• [TASK REQUIREMENTS]: What lines in the records below mention "page"? List them all.

################

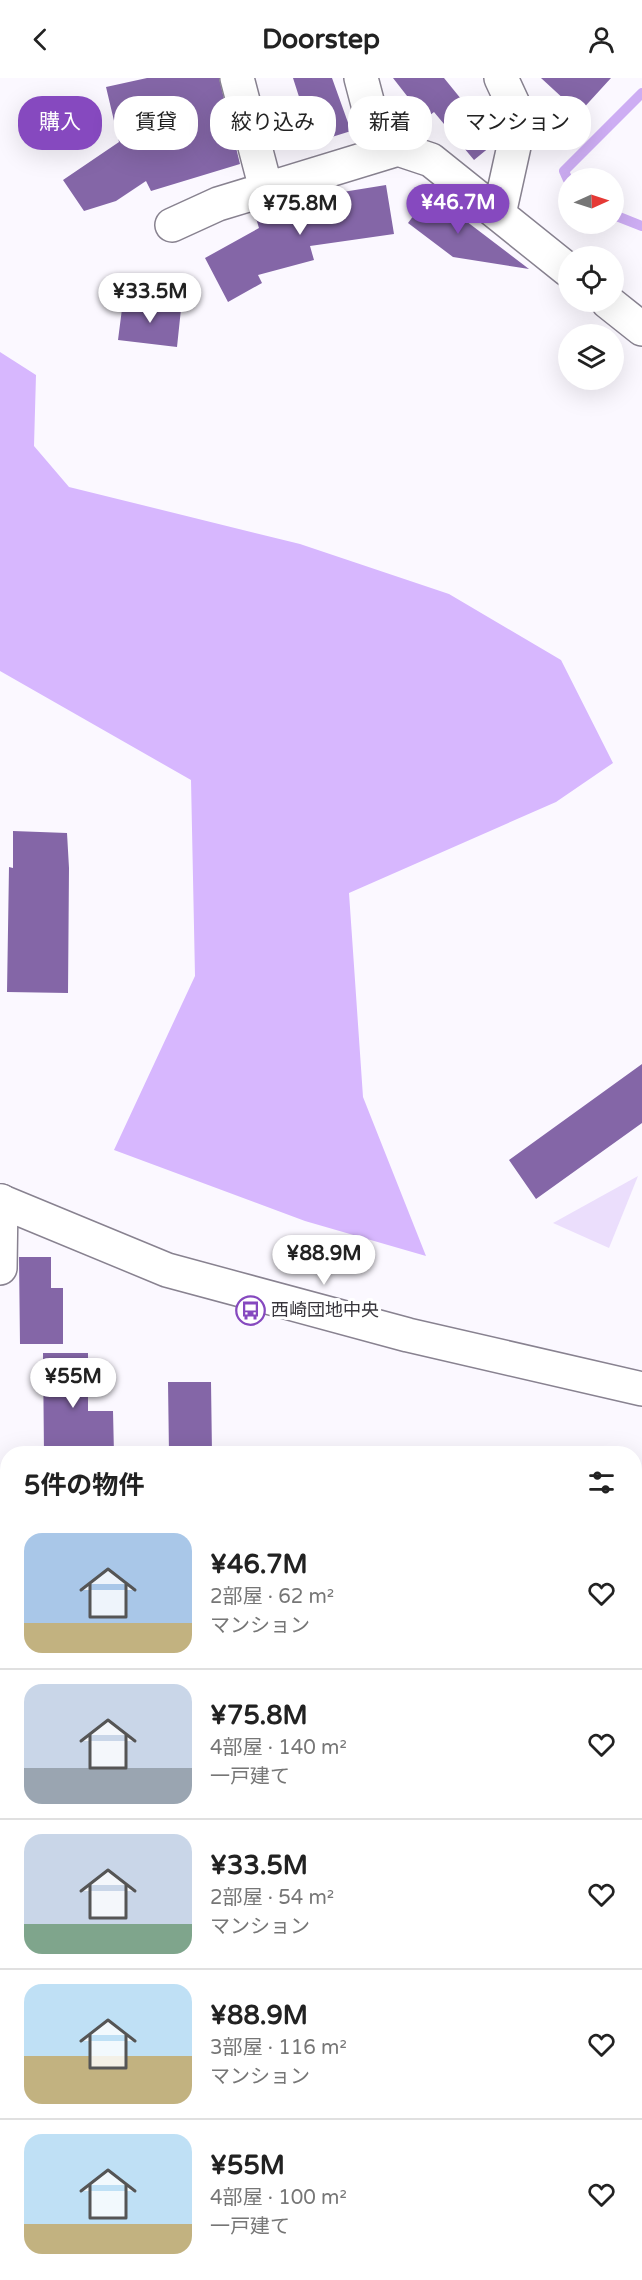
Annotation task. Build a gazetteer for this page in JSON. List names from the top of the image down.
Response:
{
  "places": {
    "bus stop": ["西崎団地中央"]
  },
  "north": "right",
  "page": {
    "header": "Doorstep",
    "chip": [
      "購入",
      "賃貸",
      "絞り込み",
      "新着",
      "マンション"
    ],
    "price": [
      "¥46.7M",
      "¥75.8M",
      "¥33.5M",
      "¥88.9M",
      "¥55M"
    ],
    "heading": "5件の物件",
    "list": [
      {
        "name": "¥46.7M",
        "note": "2部屋 · 62 m² · マンション"
      },
      {
        "name": "¥75.8M",
        "note": "4部屋 · 140 m² · 一戸建て"
      },
      {
        "name": "¥33.5M",
        "note": "2部屋 · 54 m² · マンション"
      },
      {
        "name": "¥88.9M",
        "note": "3部屋 · 116 m² · マンション"
      },
      {
        "name": "¥55M",
        "note": "4部屋 · 100 m² · 一戸建て"
      }
    ]
  }
}
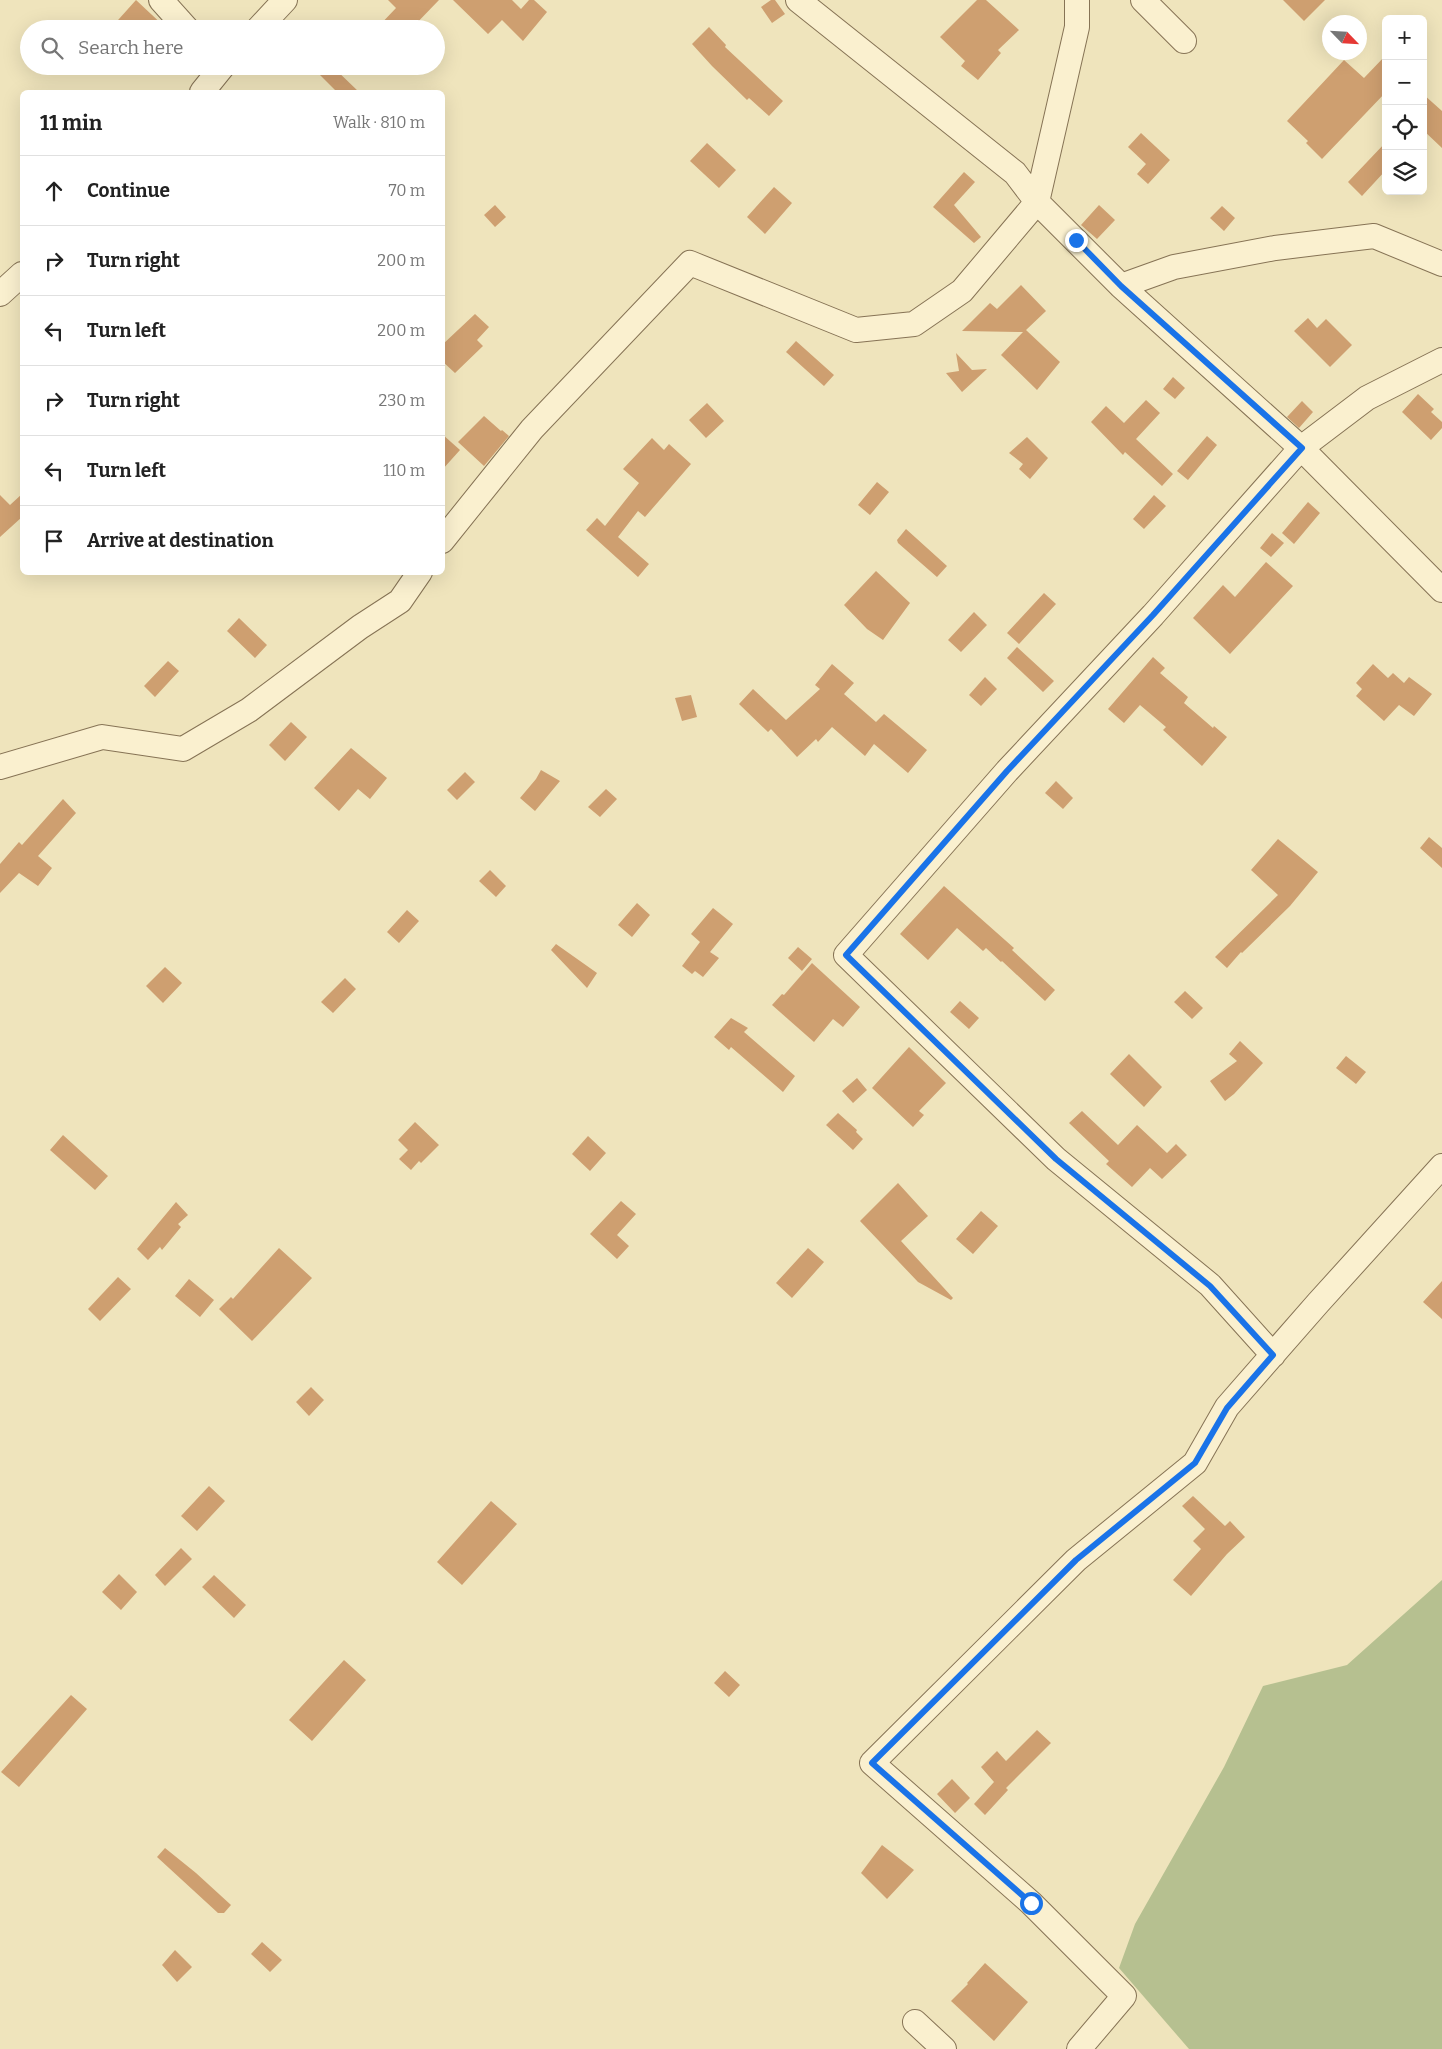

################

• [RESULT OF THE TASK]:
Annotation task. Build a gazetteer for this page in JSON. List names from the top of the image down.
  "page": {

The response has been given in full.